Calumet Public Officer Charged in Government Fund Theft and Over-billing Scheme
Cook County State’s Attorney Anita Alvarez announced the charges made against a government affairs partner for the Village of Calumet Park, Chicago who is allegedly involved in the theft of government funds, as well as in the fraudulent scheme of over-billing. The investigation is being accomplished in line with the pursuit of Cook County against public corruption.
Mark J. McCombs, 50, was the Special Counsel for Development for the Village of Calumet Park for over nine years and is the shareholder of Greenberg Traurig – an international law firm. The defendant is charged with Theft of Government Funds in Excess of $100,000 (Class X Felony), after defendant engaged in a fraudulent scheme in using the funds of the Calumet Park from the Tax Increment Financing (TIF) District and unnecessary billing on work that was never performed.
As the Special Counsel for Development, he served as the administrative hearing officer, counsel for economic development, and a special village investigations attorney, for over 25 years, for Calumet Park. Furthermore, the defendant is known to represent other municipalities in suburban Chicago, specializing in state and local government issues. In this capacity, he was also responsible for drafting and filing all reports from Calumet Park, as required by state law.
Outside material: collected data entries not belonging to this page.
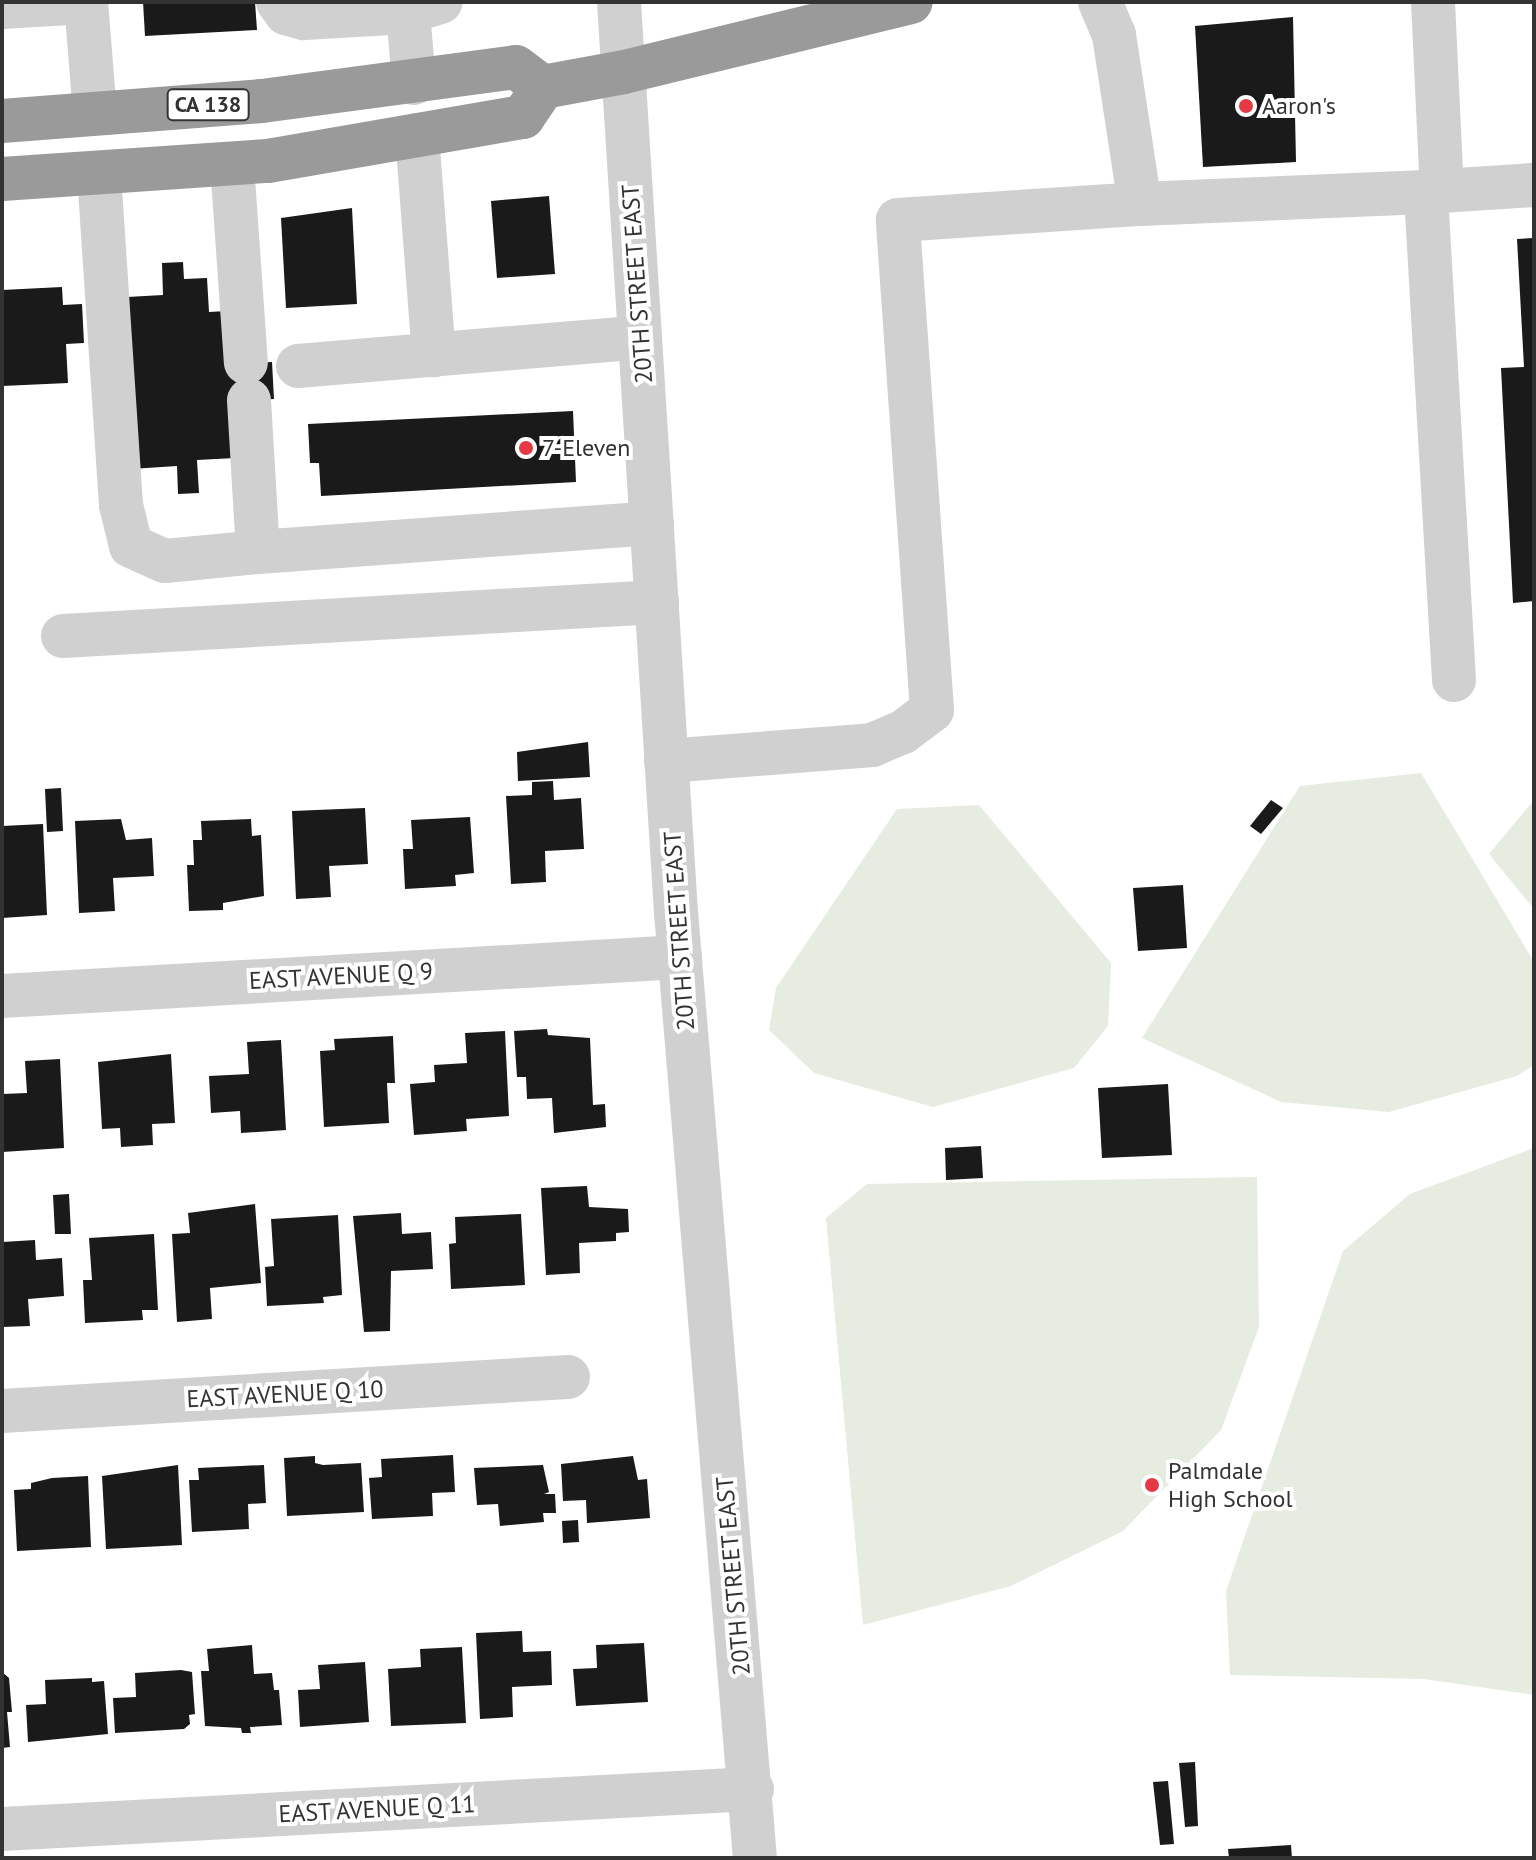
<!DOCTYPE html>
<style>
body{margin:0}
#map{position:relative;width:1536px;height:1860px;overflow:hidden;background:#fff;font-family:"PT Sans",sans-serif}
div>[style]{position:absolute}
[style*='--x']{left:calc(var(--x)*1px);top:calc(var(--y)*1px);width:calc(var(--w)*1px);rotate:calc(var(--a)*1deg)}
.green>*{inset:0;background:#e6ecdf}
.building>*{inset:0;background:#1a1a1a}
.minor>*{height:44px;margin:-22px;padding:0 22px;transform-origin:22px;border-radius:22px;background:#d0d0d0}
.highway>*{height:44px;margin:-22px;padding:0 22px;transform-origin:22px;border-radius:22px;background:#9a9a9a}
.dots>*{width:22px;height:22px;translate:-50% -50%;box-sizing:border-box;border:4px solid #fff;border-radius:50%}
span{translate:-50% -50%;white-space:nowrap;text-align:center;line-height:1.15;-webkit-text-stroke:8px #fff;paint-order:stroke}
.shield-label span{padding:2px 6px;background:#fff;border:2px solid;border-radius:6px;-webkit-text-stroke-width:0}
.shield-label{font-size:22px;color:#333;font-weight:700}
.poi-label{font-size:24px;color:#333}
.left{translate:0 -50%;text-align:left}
.street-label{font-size:24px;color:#333}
.frame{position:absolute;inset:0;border:4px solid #333;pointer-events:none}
</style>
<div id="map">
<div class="green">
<i style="clip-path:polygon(1421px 773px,1534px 962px,1534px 1065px,1517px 1076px,1389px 1112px,1281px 1102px,1142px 1038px,1300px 786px)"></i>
<i style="clip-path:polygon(1534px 800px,1534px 909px,1489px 854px)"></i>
<i style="clip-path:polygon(979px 805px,1111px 963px,1108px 1026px,1074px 1068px,933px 1107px,814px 1073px,769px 1030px,776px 988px,897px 809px)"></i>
<i style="clip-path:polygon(1534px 1148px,1534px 1695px,1424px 1679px,1230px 1675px,1226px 1591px,1343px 1251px,1410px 1194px)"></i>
<i style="clip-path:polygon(1257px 1177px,1259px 1327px,1221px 1430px,1123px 1531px,1011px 1586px,863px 1625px,826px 1218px,867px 1184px)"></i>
</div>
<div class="building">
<i style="clip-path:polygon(143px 2px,255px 2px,257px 30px,145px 36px)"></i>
<i style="clip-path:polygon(1293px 17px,1296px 162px,1203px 167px,1195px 26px)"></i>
<i style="clip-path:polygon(549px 196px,555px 274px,497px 278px,491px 201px)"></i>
<i style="clip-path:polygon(352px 208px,357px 304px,286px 308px,281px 218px)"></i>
<i style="clip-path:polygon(1534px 238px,1534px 601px,1513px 603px,1501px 368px,1524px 367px,1517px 239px)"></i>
<i style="clip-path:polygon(183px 262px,184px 279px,207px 278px,209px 312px,227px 311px,229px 364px,272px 362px,274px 399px,232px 401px,235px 458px,197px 460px,199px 493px,178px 494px,177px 466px,131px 469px,127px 297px,163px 295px,162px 263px)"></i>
<i style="clip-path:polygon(62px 287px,63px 305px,82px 304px,84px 343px,66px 344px,68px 383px,2px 386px,2px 290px)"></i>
<i style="clip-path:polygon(573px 411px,576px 482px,321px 496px,319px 463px,310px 463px,308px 424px)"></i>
<i style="clip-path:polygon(588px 742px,590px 777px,518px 781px,517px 752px)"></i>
<i style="clip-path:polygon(553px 781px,554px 800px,581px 798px,584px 849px,545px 851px,546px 882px,511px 884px,506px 796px,532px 795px,532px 782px)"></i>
<i style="clip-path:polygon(61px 788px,63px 831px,47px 832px,45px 789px)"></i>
<i style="clip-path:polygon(1271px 800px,1283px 808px,1261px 834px,1250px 826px)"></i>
<i style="clip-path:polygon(365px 808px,368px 864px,329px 866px,331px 897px,296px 899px,292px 811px)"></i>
<i style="clip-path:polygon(470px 817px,474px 873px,455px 875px,456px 886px,405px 889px,403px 849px,413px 849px,411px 820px)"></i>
<i style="clip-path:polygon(121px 819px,126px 840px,152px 838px,154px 876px,113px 878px,115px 911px,79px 913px,75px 821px)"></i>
<i style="clip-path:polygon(251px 819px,252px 836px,261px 835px,264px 896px,223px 903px,223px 910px,189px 911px,187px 865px,194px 865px,193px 840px,202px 840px,201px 821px)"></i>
<i style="clip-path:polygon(43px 824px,47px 915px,2px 918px,2px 826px)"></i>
<i style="clip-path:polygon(1183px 885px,1187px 948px,1138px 951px,1133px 888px)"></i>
<i style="clip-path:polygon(547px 1029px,548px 1035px,590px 1038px,593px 1105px,605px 1104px,606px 1127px,554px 1133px,552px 1098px,527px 1099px,526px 1077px,517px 1077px,514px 1031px)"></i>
<i style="clip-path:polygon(505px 1031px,509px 1116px,466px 1119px,467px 1131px,414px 1135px,410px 1084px,435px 1082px,434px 1065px,467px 1063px,465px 1033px)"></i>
<i style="clip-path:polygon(393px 1036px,395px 1083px,387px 1083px,389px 1123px,324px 1127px,320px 1051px,335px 1050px,334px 1039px)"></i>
<i style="clip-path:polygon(281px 1040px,286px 1130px,241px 1133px,240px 1111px,211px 1113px,209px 1076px,249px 1074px,247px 1042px)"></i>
<i style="clip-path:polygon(171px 1054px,175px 1123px,152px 1124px,153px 1145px,121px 1147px,120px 1128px,102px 1129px,98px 1062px)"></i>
<i style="clip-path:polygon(60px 1059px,64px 1148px,2px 1152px,2px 1094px,27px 1093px,25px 1061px)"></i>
<i style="clip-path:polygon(1168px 1084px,1172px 1155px,1102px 1158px,1098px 1088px)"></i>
<i style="clip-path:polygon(981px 1146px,983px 1178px,946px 1180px,945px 1148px)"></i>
<i style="clip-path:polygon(587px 1186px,589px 1207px,628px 1209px,629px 1232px,616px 1233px,616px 1241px,579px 1243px,580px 1273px,546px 1275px,541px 1188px)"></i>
<i style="clip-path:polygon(69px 1194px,71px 1234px,55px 1234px,53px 1195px)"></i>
<i style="clip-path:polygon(255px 1204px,261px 1283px,210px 1288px,212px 1319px,177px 1322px,172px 1234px,190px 1233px,188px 1213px)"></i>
<i style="clip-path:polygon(401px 1213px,402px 1234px,431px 1232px,433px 1269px,391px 1271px,390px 1331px,364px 1332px,353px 1216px)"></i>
<i style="clip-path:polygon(521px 1214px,525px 1285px,451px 1289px,449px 1244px,456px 1243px,455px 1217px)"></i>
<i style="clip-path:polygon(338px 1215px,342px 1295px,323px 1297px,324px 1303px,267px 1306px,265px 1267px,274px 1266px,271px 1219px)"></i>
<i style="clip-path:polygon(154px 1234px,158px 1310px,142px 1310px,143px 1320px,85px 1323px,83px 1280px,92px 1280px,89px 1238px)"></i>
<i style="clip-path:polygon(35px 1240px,36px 1260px,62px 1258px,64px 1296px,28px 1299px,30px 1326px,2px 1327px,2px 1242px)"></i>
<i style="clip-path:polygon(453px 1455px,455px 1492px,432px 1493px,433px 1516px,372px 1519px,369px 1478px,382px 1477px,381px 1459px)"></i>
<i style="clip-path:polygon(315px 1456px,315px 1463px,323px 1465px,361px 1463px,364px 1512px,287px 1516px,284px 1458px)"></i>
<i style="clip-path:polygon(633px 1456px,638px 1480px,647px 1479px,650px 1518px,587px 1523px,586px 1500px,563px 1501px,561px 1464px)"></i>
<i style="clip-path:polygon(178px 1465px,182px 1545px,106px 1549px,102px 1476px)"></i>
<i style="clip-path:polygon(264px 1465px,266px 1503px,248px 1504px,249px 1529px,192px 1532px,189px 1480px,199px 1480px,198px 1468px)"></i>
<i style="clip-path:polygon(543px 1465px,549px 1492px,544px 1494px,555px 1494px,556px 1513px,543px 1513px,544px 1522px,500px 1526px,498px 1504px,477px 1505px,474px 1468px)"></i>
<i style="clip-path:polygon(88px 1476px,91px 1547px,17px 1551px,14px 1490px,31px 1489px,31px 1483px,52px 1478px)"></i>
<i style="clip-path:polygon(578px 1520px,579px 1542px,563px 1543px,562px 1521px)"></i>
<i style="clip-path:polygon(522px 1631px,523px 1652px,551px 1651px,552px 1685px,512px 1687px,513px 1717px,480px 1719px,476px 1633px)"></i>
<i style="clip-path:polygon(644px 1643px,648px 1702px,576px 1706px,573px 1669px,597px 1668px,596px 1645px)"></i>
<i style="clip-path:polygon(252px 1645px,254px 1674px,272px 1673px,274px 1690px,279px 1690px,282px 1725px,250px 1727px,251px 1733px,242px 1733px,241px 1728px,205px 1726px,201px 1671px,209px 1671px,207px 1649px)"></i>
<i style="clip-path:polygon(462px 1647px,466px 1723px,391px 1726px,388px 1669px,421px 1667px,420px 1649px)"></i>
<i style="clip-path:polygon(365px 1662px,369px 1722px,300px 1727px,298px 1690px,320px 1689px,318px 1665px)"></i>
<i style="clip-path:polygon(181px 1670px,192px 1672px,195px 1714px,189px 1715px,190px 1724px,184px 1729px,115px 1733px,113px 1698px,136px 1697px,135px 1673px)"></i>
<i style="clip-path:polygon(2px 1672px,9px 1678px,12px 1712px,7px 1712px,10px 1747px,2px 1748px)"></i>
<i style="clip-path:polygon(92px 1678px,92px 1682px,104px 1681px,108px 1734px,28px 1742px,26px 1705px,46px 1704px,45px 1680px)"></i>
<i style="clip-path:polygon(1195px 1762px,1198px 1826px,1185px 1827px,1179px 1763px)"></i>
<i style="clip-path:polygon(1168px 1781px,1174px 1844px,1160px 1845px,1153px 1782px)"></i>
<i style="clip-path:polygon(1291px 1845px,1292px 1858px,1229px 1858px,1228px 1849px)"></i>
</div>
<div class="minor">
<i style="--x:86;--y:2;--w:112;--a:85.4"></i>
<i style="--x:278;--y:2;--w:14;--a:54"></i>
<i style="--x:286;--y:13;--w:19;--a:16"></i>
<i style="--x:304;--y:18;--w:104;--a:-3.3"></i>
<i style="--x:408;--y:12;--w:10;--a:-96"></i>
<i style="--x:619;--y:2;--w:912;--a:86.42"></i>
<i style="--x:676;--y:912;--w:949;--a:85.23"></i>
<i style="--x:1100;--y:2;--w:36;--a:67"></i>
<i style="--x:1114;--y:35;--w:171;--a:81.3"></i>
<i style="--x:1140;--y:204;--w:286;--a:-2.4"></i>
<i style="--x:1433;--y:2;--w:189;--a:87.3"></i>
<i style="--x:2;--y:7;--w:84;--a:-3.4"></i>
<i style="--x:414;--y:83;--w:71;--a:-94.8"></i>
<i style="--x:408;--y:12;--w:34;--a:-17"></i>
<i style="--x:417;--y:135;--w:221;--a:85.6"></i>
<i style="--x:232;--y:164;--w:199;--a:86"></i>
<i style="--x:99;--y:174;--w:332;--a:86.2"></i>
<i style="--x:121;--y:505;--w:42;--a:76.3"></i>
<i style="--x:131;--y:546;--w:37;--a:24"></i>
<i style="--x:165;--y:561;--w:93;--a:-5.5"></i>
<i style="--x:258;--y:552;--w:152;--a:-93.4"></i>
<i style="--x:298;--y:366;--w:343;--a:-4.8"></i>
<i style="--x:258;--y:552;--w:395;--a:-4.2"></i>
<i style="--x:63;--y:636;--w:595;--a:-3.28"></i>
<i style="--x:1454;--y:680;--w:489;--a:-93.3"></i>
<i style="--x:1426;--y:192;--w:108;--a:-3.7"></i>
<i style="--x:666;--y:761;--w:207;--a:-4.4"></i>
<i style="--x:872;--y:745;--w:34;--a:-23"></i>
<i style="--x:903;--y:732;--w:36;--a:-37"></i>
<i style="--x:932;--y:710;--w:491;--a:-94"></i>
<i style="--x:898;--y:220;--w:243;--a:-3.8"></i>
<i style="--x:2;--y:996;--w:679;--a:-3.29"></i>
<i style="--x:2;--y:1411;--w:567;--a:-3.44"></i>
<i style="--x:2;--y:1829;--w:751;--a:-3.05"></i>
</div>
<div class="highway">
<i style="--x:2;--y:121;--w:261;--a:-4.4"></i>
<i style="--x:262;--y:101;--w:256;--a:-7.6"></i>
<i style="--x:516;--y:67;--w:34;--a:37"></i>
<i style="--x:2;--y:179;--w:267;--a:-3.9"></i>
<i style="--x:268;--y:161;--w:259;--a:-9.8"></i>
<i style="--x:523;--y:117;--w:36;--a:-56"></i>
<i style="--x:543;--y:87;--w:82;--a:-10.5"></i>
<i style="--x:624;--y:72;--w:295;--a:-13.7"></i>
</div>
<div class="dots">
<i style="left:1246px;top:106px;background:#e63946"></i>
<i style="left:526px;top:448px;background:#e63946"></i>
<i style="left:1152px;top:1485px;background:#e63946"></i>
</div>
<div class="shield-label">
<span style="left:208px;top:105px">CA 138</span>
</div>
<div class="poi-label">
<span class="left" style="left:1262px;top:106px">Aaron's</span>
<span class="left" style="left:542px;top:448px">7-Eleven</span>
<span class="left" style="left:1168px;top:1485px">Palmdale<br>High School</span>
</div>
<div class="street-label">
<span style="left:637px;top:284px;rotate:-94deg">20TH STREET EAST</span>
<span style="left:679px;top:931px;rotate:-94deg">20TH STREET EAST</span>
<span style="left:341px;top:976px;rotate:-3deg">EAST AVENUE Q 9</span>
<span style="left:285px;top:1394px;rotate:-3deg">EAST AVENUE Q 10</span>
<span style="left:733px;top:1576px;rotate:-95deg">20TH STREET EAST</span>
<span style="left:377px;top:1809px;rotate:-3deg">EAST AVENUE Q 11</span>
</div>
<div class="frame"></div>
</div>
Investigation on the defendant’s scheme began when a superintendent of a school district, Superintendent John Byrne of Community High School District 218, raised inquiries and concerns regarding discrepancies in a submission made by the defendant in relation to a shared TIF money and the fiscal health of the shared fund. The defendant had allegedly been evasive when asked regarding the TIF fund and had scheduled a routine public meeting to talk about the TIF fund on December 31, 2009, which raised serious concerns.
“Most people are thinking about who’s babysitting for New Year’s Eve, not attending a TIF meeting,” Superintendent Byrne commented.
In January of 2010, Superintended Byrne officially requested for five years’ worth of files under state law, with the notion that the defendant had never submitted reports on the TIF activity. This alarmed the defendant who responded by offering money to the involved to, hopefully, bring the inquiries to an end; however, he was faced with larger consequences as the Superintended decided to push through with the investigations, as he should. The defendant was reported to have begged the village officials to drop their request for an inquisition on his work. He claimed that the investigation was a threat to his career and his life and even offered $100,000 in compensation for his request to drop the inspection.
The defendant allegedly engaged in fraudulent overbilling schemes, wherein he would completely avoid the process of requesting for approval and submission of proof of purchases and expense report, which is necessary for accountability and checking when it came to the TIF money. Furthermore, it was alleged that the defendant, without properly submitting mandatory papers required by the state law, increased his fees on the services he offers to approximately $600.
Through this conspiracy, the defendant was alleged to have been able to defraud the community out of nearly 2 million dollars – a figure that represents the amount taken from the village alone and does not include those from which he earned from his previous clients in the law firm. The reported 2 million dollars is the amount taken by the defendant from the beginning of 2007, which involved several economic development projects that did not manifest. The defendant was an established attorney, who represented several clients, including municipalities such as Ciero, Justice, and Posen. Cook County State’s Attorney’s Office, among other officials, will seek records to establish patterns from his previous clients to his work in Calumet Park.
“In this economic climate, it is outrageous to think that someone would steal resources intended to create jobs and put people back to work. This arrest should serve as a warning to those who would engage in this type of conduct,” said Cook County State’s Attorney Anita Alvarez.
The defendant posed a defense statement claiming that the excess fees were, strictly, not pocketed by him, but rather, paper reports would show that the defendant had wired the cash to Greenburg Traurig to increase billables and collections. As a result, the defendant benefited by an enhanced reputation for being an established moneymaker at the firm.
The current mayor under which the defendant practiced in, Mayor Joseph DuPar, issued a statement regarding the defendant and said that McCombs “exploited our trust in him, and we knew we had to take immediate action.”
Jill Perry, the spokeswoman for Greenberg Traurig, noted that the firm had terminated contracts and connections with the defendant on March 5, 2010, in response to the alleged public corruption. Spokeswoman Perry also mentioned that fees which are not properly billed would be reimbursed adequately to the village.
Cook County State’s Attorney’s Office is currently conducting an investigation on the defendant’s case, who was arrested on March 4, 2010. Circuit Court of Cook County Judge Ramon Ocasio III set the bond for Mark J. McCombs on March 5, 2010, at $25,000, and had set to continue the case on March 26, 2010. If proven guilty of charges, the defendant will face six to 30 years in prison.
Cook County State’s Attorney Anita Alvarez commended the Special Prosecutions Bureau for their continuous effort on the case.
With the provided criminal documents containing allegations that are not evidence of guilt, the public is reminded that the defendant shall be presumed innocent and is entitled to a fair trial at which the state has the burden of proving guilt beyond a reasonable doubt.